The phrase “fictional data” popped into my head recently, largely because of odd connections between a couple of projects I’ve been working on.
It’s stuck with me because, if you set aside the literal meaning of “data that doesn’t actually exist“, there are some interesting aspects to it. For example the phrase could apply to:
- data that is deliberately wrong or inaccurate in order to mislead – lies or spam
- data that is deliberately wrong as a proof of origin or claim of ownership – e.g. inaccuracies introduced into maps to identify their sources, or copyright easter eggs
- data that is deliberately wrong, but intended as a prank – e.g. the original entry of Uqbar on wikipedia.
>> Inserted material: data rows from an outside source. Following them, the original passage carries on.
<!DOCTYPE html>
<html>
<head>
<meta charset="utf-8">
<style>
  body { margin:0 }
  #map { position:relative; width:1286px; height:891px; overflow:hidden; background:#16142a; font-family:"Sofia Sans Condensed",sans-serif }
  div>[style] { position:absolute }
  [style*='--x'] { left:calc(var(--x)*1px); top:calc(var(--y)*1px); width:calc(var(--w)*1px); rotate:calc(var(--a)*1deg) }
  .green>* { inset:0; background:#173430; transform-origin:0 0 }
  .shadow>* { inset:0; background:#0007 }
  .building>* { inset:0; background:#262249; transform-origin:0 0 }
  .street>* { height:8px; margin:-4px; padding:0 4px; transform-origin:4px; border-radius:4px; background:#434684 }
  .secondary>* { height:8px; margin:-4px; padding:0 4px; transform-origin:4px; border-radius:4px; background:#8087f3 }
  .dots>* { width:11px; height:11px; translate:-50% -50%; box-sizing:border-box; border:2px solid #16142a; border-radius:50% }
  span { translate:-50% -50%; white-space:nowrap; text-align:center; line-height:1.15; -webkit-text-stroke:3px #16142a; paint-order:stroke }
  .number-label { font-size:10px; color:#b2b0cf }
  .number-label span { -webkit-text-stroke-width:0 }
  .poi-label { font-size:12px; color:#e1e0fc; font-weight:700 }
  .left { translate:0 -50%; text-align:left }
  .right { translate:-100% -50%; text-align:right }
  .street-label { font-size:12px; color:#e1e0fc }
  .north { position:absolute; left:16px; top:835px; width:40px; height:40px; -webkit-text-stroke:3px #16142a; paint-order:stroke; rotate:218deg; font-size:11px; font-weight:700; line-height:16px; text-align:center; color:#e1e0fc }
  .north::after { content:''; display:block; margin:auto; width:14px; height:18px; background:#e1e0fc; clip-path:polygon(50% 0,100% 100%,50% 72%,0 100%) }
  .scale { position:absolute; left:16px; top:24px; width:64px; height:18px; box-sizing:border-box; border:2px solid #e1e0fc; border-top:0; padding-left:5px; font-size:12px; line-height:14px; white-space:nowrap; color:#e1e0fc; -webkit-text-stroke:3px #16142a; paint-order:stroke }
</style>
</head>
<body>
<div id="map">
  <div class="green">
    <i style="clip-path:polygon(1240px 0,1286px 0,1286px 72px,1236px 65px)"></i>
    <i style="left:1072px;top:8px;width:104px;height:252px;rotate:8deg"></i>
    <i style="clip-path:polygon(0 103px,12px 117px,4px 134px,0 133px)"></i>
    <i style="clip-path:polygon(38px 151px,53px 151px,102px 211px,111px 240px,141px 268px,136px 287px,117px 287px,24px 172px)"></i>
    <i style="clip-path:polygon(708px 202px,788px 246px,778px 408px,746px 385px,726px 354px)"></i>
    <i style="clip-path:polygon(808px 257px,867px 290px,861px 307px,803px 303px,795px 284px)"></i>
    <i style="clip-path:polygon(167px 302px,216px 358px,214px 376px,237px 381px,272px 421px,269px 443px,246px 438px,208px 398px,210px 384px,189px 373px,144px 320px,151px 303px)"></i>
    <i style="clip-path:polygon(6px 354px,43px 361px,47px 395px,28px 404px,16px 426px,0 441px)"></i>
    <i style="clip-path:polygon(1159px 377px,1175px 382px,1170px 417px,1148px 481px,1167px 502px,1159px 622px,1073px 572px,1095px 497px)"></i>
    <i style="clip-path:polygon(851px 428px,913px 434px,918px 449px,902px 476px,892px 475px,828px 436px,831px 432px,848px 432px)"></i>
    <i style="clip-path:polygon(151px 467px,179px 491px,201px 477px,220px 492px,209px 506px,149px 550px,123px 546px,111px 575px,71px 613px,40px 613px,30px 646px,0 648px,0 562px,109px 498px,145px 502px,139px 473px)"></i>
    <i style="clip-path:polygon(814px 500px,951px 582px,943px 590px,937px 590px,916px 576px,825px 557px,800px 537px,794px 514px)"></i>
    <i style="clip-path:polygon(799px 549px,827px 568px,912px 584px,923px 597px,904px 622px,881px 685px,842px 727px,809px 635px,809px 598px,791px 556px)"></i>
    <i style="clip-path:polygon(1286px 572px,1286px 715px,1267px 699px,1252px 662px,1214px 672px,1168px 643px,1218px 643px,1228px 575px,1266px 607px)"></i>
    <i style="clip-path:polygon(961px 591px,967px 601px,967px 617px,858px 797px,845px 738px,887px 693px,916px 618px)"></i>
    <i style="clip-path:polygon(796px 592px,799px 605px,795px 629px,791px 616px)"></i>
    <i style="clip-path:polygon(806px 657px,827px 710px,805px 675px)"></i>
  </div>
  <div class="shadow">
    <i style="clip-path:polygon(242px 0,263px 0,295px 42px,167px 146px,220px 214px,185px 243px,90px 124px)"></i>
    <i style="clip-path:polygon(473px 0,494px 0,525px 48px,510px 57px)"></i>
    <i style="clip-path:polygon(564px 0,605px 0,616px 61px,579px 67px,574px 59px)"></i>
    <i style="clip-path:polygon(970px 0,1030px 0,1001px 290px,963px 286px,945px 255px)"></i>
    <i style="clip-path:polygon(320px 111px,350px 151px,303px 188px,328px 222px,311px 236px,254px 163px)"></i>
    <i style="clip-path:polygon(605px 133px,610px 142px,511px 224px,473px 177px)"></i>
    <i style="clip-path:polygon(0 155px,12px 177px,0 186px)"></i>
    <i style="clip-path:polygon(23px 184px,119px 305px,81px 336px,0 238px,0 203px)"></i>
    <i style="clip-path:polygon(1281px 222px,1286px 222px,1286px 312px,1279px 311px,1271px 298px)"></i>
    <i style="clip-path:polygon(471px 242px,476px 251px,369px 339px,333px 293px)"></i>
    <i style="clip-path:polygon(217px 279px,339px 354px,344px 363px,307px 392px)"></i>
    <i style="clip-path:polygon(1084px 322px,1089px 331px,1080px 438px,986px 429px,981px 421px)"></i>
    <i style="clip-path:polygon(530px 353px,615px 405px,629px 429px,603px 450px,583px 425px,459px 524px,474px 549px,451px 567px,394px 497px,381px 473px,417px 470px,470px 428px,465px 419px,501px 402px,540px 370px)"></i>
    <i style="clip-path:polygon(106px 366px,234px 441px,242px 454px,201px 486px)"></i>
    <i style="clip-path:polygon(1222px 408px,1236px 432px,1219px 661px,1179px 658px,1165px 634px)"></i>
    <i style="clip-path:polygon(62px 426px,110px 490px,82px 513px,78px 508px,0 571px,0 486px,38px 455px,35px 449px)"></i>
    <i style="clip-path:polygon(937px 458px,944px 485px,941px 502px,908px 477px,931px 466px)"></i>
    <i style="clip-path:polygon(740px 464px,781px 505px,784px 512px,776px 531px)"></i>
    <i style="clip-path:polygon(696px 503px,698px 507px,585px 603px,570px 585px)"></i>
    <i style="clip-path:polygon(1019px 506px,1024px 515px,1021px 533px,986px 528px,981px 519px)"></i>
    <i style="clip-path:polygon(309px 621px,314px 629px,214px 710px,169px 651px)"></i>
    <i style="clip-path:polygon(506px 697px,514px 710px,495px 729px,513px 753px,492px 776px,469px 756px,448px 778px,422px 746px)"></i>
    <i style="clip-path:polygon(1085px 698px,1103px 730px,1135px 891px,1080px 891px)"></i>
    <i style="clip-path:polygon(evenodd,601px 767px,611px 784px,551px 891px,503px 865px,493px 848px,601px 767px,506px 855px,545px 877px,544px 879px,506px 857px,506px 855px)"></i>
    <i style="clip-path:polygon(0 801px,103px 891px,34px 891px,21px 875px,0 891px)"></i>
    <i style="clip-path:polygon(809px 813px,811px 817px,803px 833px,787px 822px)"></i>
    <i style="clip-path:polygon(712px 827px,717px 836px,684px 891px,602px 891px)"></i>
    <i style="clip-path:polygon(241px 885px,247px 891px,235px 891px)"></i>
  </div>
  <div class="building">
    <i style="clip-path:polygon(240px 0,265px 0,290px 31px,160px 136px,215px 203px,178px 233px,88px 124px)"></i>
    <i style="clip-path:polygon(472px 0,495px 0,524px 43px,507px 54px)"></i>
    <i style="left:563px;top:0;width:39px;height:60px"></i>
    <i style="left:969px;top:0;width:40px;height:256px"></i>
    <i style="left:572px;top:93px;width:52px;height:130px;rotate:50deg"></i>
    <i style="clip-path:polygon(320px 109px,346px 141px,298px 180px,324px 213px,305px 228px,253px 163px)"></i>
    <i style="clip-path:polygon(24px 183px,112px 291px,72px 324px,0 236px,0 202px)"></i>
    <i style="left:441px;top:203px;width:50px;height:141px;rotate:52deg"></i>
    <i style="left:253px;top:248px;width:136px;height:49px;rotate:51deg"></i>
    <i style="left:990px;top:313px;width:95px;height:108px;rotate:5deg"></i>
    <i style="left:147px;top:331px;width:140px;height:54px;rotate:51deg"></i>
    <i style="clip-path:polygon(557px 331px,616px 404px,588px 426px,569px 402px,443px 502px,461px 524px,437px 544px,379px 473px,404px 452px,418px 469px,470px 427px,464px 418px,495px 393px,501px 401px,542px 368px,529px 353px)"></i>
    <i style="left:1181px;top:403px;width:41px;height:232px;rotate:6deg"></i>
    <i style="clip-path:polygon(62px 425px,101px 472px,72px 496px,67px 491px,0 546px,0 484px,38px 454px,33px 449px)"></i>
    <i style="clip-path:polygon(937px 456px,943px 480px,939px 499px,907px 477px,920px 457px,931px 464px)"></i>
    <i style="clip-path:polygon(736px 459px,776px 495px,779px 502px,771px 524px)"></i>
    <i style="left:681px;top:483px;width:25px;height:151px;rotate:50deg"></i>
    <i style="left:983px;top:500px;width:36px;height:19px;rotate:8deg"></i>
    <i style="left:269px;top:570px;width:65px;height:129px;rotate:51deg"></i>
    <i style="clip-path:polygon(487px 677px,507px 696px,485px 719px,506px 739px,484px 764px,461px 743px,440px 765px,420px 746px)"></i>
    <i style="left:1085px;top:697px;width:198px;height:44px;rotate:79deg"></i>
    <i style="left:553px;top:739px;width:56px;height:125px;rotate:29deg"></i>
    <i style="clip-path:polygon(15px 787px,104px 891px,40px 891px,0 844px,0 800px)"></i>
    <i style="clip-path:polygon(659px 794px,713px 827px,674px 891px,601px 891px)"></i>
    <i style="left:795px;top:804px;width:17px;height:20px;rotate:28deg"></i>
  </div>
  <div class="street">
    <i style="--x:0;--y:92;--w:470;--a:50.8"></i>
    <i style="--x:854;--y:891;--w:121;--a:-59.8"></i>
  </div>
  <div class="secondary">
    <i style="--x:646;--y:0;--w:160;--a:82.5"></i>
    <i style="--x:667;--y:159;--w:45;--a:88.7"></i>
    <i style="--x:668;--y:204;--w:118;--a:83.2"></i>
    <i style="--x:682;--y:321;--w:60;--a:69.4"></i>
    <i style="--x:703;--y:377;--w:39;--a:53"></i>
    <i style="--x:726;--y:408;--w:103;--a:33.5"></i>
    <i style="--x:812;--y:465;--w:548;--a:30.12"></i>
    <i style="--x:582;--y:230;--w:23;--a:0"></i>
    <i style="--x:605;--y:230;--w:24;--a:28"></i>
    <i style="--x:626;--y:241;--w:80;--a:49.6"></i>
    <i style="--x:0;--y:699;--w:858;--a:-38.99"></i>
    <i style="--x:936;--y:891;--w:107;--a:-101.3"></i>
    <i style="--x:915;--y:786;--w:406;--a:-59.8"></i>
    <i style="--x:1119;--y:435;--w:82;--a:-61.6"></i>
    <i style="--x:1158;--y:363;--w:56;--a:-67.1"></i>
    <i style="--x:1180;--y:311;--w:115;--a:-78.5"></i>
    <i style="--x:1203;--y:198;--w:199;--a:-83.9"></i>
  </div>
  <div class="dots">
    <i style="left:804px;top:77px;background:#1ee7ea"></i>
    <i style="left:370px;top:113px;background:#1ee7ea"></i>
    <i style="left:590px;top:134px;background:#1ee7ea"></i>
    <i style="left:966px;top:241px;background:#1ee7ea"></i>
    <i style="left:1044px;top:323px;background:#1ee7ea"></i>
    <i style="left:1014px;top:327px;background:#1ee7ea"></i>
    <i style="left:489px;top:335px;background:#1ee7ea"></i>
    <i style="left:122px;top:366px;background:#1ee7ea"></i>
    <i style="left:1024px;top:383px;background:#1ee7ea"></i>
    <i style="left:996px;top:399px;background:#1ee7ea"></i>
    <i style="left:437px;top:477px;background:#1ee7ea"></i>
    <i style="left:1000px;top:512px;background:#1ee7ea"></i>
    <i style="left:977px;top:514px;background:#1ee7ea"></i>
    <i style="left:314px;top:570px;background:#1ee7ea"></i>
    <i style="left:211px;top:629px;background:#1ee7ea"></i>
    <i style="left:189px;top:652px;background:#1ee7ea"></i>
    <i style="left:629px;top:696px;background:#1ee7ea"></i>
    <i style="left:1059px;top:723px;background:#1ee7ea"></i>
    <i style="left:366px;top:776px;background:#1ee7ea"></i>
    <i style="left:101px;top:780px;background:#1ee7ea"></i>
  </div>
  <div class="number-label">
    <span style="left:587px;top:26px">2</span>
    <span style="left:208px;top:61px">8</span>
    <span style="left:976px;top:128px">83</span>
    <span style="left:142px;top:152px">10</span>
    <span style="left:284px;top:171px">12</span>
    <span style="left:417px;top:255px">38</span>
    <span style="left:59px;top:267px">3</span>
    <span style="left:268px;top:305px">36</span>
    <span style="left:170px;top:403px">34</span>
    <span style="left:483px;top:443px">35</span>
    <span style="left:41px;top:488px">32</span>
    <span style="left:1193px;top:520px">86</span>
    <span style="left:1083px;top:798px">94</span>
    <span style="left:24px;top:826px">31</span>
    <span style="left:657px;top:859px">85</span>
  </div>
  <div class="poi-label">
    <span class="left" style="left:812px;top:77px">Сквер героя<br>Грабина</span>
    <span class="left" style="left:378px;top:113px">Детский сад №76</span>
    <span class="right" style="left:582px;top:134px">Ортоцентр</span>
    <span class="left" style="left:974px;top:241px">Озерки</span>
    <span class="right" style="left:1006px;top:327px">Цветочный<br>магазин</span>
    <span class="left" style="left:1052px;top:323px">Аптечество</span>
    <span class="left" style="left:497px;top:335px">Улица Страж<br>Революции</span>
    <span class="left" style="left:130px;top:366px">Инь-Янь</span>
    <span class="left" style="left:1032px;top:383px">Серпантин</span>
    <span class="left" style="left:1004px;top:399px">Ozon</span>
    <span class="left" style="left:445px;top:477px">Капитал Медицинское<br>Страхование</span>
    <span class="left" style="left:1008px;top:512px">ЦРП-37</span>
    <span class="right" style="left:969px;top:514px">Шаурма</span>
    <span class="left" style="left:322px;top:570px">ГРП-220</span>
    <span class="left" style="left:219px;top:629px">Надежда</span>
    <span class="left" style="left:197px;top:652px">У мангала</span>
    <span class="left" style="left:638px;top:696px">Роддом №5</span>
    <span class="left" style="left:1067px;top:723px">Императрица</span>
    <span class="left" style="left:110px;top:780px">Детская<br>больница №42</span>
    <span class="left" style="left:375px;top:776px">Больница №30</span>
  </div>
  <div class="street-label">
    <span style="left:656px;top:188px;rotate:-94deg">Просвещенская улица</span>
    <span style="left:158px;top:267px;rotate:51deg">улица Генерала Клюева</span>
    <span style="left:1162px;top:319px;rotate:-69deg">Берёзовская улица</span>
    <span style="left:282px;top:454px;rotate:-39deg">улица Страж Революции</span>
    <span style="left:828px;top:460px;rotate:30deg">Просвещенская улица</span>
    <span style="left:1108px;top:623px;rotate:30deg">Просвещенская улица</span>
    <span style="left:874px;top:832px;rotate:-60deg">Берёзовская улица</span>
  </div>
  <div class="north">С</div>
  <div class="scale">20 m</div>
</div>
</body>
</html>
Uqbar is actually a doubly fictional place.
- data that is fictionalised (but still realistic) in order to support testing of some data analysis – e.g. a set of anonymised and obfuscated bank transactions
- data that is fictionalised in order to avoid being a nuisance, cause confusion, or accidentally linkage – like 555 prefix telephone numbers or perhaps social media account names
- data that is drawn from a work of fiction or a virtual world – such as the marvel universe social graph, the Elite: Dangerous trading economy (context), or the data and algorithms relating to Pokemon capture.
I find all of these fascinating, for a variety of reasons:
- How do we identify and exclude deliberately fictional data when harvesting, aggregating and analysing data from the web? Credit to Ian Davis for some early thinking about attack vectors for spam in Linked Data. While I’d expect copyright easter eggs to become less frequent they’re unlikely to completely disappear. But we can definitely expect more and more deliberate spam and attacks on authoritative data. (Categories 1, 2, 3)
- How do we generate useful synthetic datasets that can be used for testing systems? Could we generate data based on some rules and a better understanding of real-world data as a safer alternative to obfuscating data that is shared for research purposes? It turns out that some fictional data is a good proxy for real world social networks. And analysis of videogame economics is useful for creating viable long-term communities. (Categories 4, 6)
- Some of the most enthusiastic collectors and curators of data are those that are documenting fictional environments. Wikia is a small universe of mini-wikipedias complete with infoboxes and structured data. What can we learn from those communities and what better tools could we build for them? (Category 6)